### WORK TASK:
What is needed here is an exact repetition of the records below, beginning at the line that has "fill:none; stroke-linecap:round; stroke-linejoin:round" and stopping after the line that has "M18 59H51L55 72".

[Collected data entries]
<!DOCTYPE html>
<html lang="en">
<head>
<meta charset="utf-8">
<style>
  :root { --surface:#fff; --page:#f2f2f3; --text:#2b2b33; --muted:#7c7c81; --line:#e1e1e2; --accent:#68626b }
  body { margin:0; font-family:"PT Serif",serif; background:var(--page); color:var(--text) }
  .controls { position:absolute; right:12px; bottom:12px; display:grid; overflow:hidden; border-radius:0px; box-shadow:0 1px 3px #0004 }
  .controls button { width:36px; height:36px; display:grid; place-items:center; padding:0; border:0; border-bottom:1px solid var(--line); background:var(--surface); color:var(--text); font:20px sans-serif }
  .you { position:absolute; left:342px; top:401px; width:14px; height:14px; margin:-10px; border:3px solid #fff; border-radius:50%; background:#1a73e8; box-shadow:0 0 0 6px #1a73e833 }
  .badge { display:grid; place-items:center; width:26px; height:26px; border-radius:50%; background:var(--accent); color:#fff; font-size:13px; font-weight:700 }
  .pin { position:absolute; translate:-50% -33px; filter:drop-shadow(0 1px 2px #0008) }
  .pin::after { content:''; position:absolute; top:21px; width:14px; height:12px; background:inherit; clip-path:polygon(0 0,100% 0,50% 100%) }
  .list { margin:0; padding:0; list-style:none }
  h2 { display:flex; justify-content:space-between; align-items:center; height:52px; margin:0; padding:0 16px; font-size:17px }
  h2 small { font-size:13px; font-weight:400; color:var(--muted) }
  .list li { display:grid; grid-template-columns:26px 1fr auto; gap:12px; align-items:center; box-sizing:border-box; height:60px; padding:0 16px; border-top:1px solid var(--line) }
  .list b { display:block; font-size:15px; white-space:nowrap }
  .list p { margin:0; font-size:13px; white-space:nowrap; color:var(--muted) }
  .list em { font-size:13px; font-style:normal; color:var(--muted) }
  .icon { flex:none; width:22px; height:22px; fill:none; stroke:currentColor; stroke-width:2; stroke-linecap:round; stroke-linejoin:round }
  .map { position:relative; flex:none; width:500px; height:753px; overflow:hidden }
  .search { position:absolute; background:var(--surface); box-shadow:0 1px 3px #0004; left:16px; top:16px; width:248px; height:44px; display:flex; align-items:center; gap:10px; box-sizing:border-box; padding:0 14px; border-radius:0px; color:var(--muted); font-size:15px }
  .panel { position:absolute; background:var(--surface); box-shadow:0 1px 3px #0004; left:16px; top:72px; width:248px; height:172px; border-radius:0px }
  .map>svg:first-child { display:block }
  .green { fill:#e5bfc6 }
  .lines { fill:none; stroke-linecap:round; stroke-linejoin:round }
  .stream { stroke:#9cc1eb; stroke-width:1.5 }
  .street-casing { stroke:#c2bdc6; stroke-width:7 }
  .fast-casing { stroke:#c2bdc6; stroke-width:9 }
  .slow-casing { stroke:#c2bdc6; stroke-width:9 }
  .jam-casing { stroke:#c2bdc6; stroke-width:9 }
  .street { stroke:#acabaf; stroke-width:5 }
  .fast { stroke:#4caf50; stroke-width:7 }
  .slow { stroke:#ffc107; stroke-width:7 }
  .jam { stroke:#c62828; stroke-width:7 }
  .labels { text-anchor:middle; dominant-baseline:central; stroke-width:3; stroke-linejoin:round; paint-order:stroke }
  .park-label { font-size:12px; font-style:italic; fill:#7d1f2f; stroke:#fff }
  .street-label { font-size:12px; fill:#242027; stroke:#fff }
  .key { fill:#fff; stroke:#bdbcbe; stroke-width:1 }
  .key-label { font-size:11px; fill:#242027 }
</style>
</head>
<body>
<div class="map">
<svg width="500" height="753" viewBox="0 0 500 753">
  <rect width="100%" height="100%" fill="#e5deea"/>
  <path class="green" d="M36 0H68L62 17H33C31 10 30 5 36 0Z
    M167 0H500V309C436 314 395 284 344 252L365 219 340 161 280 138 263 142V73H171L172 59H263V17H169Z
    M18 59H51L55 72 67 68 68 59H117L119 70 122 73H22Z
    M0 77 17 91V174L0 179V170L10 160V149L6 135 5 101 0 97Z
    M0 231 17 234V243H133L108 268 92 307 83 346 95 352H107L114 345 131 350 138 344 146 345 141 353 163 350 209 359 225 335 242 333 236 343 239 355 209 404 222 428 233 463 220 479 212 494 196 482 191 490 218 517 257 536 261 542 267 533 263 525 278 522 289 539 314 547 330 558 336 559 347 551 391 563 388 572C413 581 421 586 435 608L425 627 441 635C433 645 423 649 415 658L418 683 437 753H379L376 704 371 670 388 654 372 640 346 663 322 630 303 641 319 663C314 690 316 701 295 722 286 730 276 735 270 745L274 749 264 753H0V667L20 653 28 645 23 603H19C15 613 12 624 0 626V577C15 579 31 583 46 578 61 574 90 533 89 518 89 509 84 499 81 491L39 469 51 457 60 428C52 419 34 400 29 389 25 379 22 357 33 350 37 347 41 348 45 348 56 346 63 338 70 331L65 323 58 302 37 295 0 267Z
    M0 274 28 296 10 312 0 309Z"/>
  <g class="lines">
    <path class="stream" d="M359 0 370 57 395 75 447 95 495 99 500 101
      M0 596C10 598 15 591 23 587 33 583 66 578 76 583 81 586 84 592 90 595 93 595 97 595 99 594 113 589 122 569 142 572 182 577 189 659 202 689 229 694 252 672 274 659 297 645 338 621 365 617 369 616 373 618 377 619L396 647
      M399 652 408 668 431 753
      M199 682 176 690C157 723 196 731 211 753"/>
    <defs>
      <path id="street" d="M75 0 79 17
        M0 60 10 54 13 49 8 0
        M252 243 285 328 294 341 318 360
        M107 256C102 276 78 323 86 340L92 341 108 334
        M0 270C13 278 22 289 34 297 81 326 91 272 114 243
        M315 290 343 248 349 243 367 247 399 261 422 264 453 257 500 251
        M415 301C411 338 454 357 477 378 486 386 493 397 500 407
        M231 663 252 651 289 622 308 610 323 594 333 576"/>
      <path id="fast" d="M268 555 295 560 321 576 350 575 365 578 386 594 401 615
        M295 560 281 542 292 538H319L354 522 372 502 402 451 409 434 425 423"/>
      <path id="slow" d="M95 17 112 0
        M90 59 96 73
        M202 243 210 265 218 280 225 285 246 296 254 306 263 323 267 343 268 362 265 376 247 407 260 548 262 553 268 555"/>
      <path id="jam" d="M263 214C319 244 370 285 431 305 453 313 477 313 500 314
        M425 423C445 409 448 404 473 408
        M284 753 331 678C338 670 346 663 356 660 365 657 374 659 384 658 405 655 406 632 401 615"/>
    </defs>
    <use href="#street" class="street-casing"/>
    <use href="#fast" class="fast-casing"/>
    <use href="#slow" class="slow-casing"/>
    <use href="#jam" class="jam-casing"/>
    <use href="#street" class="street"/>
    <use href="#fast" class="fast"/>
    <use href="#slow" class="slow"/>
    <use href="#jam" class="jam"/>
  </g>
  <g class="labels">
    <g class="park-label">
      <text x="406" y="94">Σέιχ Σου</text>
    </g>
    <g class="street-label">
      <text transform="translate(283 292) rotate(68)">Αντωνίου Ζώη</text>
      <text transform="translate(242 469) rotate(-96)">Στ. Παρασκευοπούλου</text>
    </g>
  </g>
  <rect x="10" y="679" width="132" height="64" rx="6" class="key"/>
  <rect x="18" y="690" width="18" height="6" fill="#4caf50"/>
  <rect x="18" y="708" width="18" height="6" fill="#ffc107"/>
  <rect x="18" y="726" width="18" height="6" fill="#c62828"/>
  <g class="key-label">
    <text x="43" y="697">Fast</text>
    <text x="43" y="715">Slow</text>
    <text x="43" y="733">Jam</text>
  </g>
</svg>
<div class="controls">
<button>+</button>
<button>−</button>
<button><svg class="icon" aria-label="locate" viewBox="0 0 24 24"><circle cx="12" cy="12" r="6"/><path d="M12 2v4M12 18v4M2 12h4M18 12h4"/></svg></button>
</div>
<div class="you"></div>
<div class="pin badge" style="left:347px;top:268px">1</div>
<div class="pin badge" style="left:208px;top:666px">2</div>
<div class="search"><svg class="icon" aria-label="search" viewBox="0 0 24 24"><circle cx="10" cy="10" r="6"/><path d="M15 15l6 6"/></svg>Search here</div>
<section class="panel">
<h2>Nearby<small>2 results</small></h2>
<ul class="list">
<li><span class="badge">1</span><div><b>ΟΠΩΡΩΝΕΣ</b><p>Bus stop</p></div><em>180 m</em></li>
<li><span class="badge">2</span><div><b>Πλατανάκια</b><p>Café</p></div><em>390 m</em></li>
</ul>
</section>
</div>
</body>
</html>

### RESPONSE BELOW:
  .lines { fill:none; stroke-linecap:round; stroke-linejoin:round }
  .stream { stroke:#9cc1eb; stroke-width:1.5 }
  .street-casing { stroke:#c2bdc6; stroke-width:7 }
  .fast-casing { stroke:#c2bdc6; stroke-width:9 }
  .slow-casing { stroke:#c2bdc6; stroke-width:9 }
  .jam-casing { stroke:#c2bdc6; stroke-width:9 }
  .street { stroke:#acabaf; stroke-width:5 }
  .fast { stroke:#4caf50; stroke-width:7 }
  .slow { stroke:#ffc107; stroke-width:7 }
  .jam { stroke:#c62828; stroke-width:7 }
  .labels { text-anchor:middle; dominant-baseline:central; stroke-width:3; stroke-linejoin:round; paint-order:stroke }
  .park-label { font-size:12px; font-style:italic; fill:#7d1f2f; stroke:#fff }
  .street-label { font-size:12px; fill:#242027; stroke:#fff }
  .key { fill:#fff; stroke:#bdbcbe; stroke-width:1 }
  .key-label { font-size:11px; fill:#242027 }
</style>
</head>
<body>
<div class="map">
<svg width="500" height="753" viewBox="0 0 500 753">
  <rect width="100%" height="100%" fill="#e5deea"/>
  <path class="green" d="M36 0H68L62 17H33C31 10 30 5 36 0Z
    M167 0H500V309C436 314 395 284 344 252L365 219 340 161 280 138 263 142V73H171L172 59H263V17H169Z
    M18 59H51L55 72 67 68 68 59H117L119 70 122 73H22Z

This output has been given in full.